Killer Cuts

It's a fact: If the state reduces AHCCCS funding, more people will die

Exactly how many Arizonans will prematurely perish if suggested cuts are made to the state's health-insurance program for the poor?

That's an impossible question to answer—but it's undeniable that some will die if they lose their medical coverage. As a 2009 report from Harvard Medical School and the Cambridge (Mass.) Health Alliance concluded: "Uninsured, working-age Americans have a 40 percent higher risk of death than their privately insured counterparts."

But to save an estimated $541.5 million in next fiscal year's state budget, Gov. Jan Brewer has recommended eliminating insurance for approximately 280,000 people, or about one-fifth of the total number enrolled in the Arizona Health Care Cost Containment System (AHCCCS). In Pima County alone, the reduction could impact almost 45,000 people.

While the federal government picks up most of the tab for the insurance, the state this year will spend almost $1.4 billion in general funds on AHCCCS. That figure is expected to skyrocket next year unless cuts are made.

"Amazingly," Brewer noted in a recent letter, "over 20 percent of Arizona's population is now covered by (AHCCCS)."

Referring to last November's election results, Brewer added that voters in these difficult economic times "expect government to get back to fundamentals, make difficult decisions and start living within its means."

A higher death rate among the poor is just one projected result of the proposed change in AHCCCS eligibility. Another is a decline in the general health of the uninsured.

The Institute of Medicine of the National Academy of Sciences put the issue into clear perspective in a 2009 report. "Being uninsured," the report's authors concluded, "was hazardous to people's health."

"Those without health insurance have lower health status than the insured," comments Lynn Blewett, director of the State Health Access Data Assistance Center at the University of Minnesota. "They delay getting care until they absolutely need it. There's no preventative care."

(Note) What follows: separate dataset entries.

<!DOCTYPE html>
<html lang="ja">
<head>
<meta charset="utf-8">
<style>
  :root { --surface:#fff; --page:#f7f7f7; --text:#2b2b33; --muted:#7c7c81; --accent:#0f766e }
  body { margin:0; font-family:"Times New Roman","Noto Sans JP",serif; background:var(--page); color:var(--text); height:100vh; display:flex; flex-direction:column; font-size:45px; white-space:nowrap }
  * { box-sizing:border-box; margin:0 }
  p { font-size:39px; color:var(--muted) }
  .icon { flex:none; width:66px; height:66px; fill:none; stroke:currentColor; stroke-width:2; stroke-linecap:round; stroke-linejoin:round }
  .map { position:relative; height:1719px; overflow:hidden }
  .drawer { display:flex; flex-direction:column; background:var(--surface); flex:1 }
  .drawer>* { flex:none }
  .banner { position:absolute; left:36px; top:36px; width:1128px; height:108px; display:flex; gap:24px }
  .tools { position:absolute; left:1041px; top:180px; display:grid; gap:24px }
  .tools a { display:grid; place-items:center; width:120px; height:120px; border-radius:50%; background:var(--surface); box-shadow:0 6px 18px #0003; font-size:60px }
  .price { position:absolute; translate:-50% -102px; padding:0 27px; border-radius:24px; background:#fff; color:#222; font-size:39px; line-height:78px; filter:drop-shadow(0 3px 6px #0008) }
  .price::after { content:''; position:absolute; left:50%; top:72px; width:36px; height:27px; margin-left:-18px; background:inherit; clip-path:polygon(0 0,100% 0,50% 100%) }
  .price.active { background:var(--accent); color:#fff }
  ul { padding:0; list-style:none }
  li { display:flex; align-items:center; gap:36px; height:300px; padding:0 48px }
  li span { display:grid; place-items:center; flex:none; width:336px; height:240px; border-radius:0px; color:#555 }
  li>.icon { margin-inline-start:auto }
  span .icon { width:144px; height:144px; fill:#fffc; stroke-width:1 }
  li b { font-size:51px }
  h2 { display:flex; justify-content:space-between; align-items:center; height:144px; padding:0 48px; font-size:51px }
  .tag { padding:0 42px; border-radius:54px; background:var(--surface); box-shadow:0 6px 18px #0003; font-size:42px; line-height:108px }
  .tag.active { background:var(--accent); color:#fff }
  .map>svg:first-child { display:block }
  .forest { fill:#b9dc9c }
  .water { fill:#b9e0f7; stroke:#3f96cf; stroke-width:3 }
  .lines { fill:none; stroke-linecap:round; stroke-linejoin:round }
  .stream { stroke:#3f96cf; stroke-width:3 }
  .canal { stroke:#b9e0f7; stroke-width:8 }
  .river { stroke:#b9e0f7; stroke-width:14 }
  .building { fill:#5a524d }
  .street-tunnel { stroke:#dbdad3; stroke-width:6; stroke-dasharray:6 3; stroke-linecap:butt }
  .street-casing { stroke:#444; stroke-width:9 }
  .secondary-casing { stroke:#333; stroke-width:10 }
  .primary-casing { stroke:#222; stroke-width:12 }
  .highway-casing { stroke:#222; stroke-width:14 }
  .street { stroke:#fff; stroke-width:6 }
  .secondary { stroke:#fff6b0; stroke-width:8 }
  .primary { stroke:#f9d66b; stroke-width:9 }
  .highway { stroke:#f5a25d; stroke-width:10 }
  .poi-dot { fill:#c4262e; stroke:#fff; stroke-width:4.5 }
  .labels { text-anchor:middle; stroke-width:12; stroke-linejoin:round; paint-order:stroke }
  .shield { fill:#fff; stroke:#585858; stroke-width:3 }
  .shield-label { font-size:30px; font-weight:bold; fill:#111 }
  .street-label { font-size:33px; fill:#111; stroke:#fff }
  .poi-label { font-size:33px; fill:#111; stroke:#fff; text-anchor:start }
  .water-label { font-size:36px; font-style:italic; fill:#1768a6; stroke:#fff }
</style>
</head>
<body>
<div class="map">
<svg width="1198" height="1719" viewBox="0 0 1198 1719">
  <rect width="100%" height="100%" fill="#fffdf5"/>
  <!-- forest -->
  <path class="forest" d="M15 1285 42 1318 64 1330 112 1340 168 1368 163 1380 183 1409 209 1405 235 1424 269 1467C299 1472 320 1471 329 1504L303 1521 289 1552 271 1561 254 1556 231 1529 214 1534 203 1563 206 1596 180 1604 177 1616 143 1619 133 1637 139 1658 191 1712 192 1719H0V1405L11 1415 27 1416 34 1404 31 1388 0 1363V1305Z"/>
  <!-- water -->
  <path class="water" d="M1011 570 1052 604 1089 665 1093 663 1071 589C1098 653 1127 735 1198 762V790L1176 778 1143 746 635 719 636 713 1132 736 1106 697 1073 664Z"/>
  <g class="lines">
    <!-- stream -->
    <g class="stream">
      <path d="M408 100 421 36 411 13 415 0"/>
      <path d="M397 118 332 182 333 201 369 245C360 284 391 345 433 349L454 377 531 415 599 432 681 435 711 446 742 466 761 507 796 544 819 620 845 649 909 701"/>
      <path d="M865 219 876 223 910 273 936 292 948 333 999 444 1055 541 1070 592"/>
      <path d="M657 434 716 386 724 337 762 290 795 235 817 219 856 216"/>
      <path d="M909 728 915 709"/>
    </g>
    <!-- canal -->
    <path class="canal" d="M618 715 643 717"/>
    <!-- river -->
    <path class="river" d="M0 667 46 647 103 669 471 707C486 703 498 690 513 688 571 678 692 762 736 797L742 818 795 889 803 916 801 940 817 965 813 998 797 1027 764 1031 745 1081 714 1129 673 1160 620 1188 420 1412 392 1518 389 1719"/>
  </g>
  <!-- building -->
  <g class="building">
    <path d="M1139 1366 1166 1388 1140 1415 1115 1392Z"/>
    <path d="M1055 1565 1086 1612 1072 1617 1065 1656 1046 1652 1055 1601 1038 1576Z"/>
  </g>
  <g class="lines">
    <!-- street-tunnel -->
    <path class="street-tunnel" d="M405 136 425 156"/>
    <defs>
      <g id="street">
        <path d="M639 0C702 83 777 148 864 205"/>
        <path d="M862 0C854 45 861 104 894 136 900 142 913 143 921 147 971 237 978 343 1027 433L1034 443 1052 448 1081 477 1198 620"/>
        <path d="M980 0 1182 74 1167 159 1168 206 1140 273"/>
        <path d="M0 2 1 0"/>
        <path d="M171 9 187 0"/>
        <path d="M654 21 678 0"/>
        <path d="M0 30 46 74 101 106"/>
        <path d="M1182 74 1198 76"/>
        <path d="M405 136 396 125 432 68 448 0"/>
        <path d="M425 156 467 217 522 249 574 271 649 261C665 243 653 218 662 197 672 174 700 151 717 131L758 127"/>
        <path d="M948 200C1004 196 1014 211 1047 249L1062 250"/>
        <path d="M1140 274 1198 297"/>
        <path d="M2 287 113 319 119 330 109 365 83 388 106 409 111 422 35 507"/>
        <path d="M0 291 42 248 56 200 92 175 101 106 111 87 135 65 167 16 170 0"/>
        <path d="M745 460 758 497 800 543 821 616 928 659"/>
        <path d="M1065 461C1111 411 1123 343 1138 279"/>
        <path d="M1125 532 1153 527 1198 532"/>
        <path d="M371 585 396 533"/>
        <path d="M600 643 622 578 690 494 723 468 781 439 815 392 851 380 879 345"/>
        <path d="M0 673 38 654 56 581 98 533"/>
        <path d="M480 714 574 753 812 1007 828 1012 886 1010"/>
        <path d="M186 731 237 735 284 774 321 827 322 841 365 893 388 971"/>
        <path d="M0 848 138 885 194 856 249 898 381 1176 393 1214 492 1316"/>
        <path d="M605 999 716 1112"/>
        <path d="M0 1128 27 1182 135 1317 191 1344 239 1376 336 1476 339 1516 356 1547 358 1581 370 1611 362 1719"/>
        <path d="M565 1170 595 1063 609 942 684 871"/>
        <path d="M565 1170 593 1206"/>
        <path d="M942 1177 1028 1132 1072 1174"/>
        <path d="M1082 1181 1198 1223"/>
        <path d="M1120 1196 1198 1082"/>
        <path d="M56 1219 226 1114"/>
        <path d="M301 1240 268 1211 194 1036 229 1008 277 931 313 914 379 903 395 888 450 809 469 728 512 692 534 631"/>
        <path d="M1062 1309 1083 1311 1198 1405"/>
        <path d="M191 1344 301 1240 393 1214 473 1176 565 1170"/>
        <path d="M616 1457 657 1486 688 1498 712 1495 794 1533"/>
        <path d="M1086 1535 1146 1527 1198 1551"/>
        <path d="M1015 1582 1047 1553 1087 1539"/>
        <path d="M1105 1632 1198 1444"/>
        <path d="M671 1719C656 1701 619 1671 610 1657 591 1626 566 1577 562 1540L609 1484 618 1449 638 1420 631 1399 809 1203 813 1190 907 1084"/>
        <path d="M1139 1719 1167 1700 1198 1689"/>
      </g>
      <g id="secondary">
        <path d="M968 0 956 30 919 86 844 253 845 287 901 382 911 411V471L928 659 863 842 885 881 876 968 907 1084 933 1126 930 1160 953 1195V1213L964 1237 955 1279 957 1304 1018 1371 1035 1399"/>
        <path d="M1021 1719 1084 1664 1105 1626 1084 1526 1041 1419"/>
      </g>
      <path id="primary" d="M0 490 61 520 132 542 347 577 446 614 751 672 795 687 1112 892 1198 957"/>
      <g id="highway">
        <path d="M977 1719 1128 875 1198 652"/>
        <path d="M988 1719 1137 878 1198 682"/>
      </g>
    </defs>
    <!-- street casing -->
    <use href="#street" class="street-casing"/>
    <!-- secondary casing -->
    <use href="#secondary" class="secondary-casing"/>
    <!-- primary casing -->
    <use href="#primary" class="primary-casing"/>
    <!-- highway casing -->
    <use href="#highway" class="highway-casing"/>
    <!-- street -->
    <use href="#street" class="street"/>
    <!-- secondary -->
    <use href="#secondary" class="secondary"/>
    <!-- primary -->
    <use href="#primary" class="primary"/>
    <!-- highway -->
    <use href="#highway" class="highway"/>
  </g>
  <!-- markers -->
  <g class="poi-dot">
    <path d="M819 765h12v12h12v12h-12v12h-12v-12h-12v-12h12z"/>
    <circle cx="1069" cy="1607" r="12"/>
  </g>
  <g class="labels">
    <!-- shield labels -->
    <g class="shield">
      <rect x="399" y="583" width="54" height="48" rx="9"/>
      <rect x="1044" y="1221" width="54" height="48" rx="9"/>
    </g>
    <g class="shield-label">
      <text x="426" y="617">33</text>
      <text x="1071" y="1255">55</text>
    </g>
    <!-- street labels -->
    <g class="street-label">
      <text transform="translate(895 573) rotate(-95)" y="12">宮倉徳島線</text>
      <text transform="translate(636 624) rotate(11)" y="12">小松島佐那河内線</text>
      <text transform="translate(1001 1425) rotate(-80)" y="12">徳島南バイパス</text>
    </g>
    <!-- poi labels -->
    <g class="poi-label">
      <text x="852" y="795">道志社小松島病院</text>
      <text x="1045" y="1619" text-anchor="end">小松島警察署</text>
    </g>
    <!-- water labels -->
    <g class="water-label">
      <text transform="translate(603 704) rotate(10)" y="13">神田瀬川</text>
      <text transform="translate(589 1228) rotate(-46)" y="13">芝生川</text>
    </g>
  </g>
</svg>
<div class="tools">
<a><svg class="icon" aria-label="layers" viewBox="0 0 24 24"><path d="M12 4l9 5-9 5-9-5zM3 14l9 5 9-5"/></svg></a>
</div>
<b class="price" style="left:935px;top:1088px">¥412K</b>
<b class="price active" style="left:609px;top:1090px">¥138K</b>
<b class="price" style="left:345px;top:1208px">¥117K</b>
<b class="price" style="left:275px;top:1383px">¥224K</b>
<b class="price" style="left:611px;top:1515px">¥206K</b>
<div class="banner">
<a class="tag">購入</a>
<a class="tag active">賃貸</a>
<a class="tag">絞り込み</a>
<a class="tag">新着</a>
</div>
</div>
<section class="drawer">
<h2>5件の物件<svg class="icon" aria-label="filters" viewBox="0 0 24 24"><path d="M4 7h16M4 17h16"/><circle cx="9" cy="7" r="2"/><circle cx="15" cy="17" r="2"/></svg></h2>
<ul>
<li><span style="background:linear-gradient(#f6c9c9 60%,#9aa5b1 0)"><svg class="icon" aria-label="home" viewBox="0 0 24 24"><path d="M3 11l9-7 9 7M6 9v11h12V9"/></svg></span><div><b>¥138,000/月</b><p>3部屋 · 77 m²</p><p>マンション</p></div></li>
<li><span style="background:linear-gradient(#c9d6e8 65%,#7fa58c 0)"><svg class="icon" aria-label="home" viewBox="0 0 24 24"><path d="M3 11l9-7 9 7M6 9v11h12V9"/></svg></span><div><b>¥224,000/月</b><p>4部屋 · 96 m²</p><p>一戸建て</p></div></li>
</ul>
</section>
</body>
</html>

The impacts of those delays, Blewett emphasizes, have ramifications beyond poorer health. Since most uninsured people are from working families, declines in job productivity and increases in workdays lost to illness occur because of delays in seeking medical care.

Blewett also believes that people covered by programs like AHCCCS have little likelihood of getting other medical insurance.

"At their level of income," she says, "it's unaffordable. That's why public programs exist."

Another difference between the insured and uninsured involves where they go for primary health care. While those who have insurance typically visit a physician's office, the uninsured flock to already overloaded hospital emergency rooms.

The U.S. Centers for Disease Control and Prevention reports that those without health insurance visit an ER about twice as often as those who are insured.

"If you cut public health-insurance programs," Blewett states, "you're shifting the cost of care onto the providers at hospitals."

That's one reason why the Arizona Hospital and Healthcare Association opposes Brewer's proposed AHCCCS cuts. The administration at Tucson Medical Center is also against the idea.

"If you eliminate the coverage, it won't stop people from being ill," says hospital spokeswoman Julia Strange. "But it will drive them to the ER instead of a doctor's office."

Those with AHCCCS account for 27 percent of TMC patients. Because of other recent reductions to the program, the hospital has already lost $6 million in reimbursements.

As for the governor's proposed cuts to AHCCCS, Strange says they would cost the hospital millions more.

Strange says that the possession of health insurance is not an issue that affects treatment when people arrive at TMC. They're taken care of either way, she says.

The hospital does work with uninsured patients to obtain coverage or other financial assistance to help pay their bills. For those who can't, TMC in 2009 provided $15 million in uncompensated care.

Also giving a substantial amount of free health care are Tucson's physicians. Steve Nash, of the Pima County Medical Society, says that doctors in Tucson, on average, spend 3 1/2 hours per week providing free services.

Although the association hasn't yet taken a formal position on Brewer's proposal, Nash thinks the group will oppose it. "The impacts would be huge," he says.

In order to implement her idea, Brewer will have to overcome two high hurdles—even assuming the compliant Legislature backs her proposal.

First, the federal government, either legislatively or administratively, would have to grant the state a waiver from a key component of last year's health-care reform act. That provision requires states not to cut their expenditures on programs like AHCCCS, with severe financial penalties as a possible consequence.

Brewer's second hurdle involves Proposition 204, which was overwhelmingly adopted by voters in 2000. The measure revised Arizona's annual income eligibility for AHCCCS from 33 percent of the federal poverty level to 100 percent, a figure presently at around $18,300 for a family of three.

When compared to most other states, this change was generous—putting Arizona in the top third of states regarding the maximum income allowed for public-medical-insurance eligibility.

Brewer now wants to roll those figures back substantially, but Strange at TMC takes a different perspective.

"We think AHCCCS should stay as it is," she says.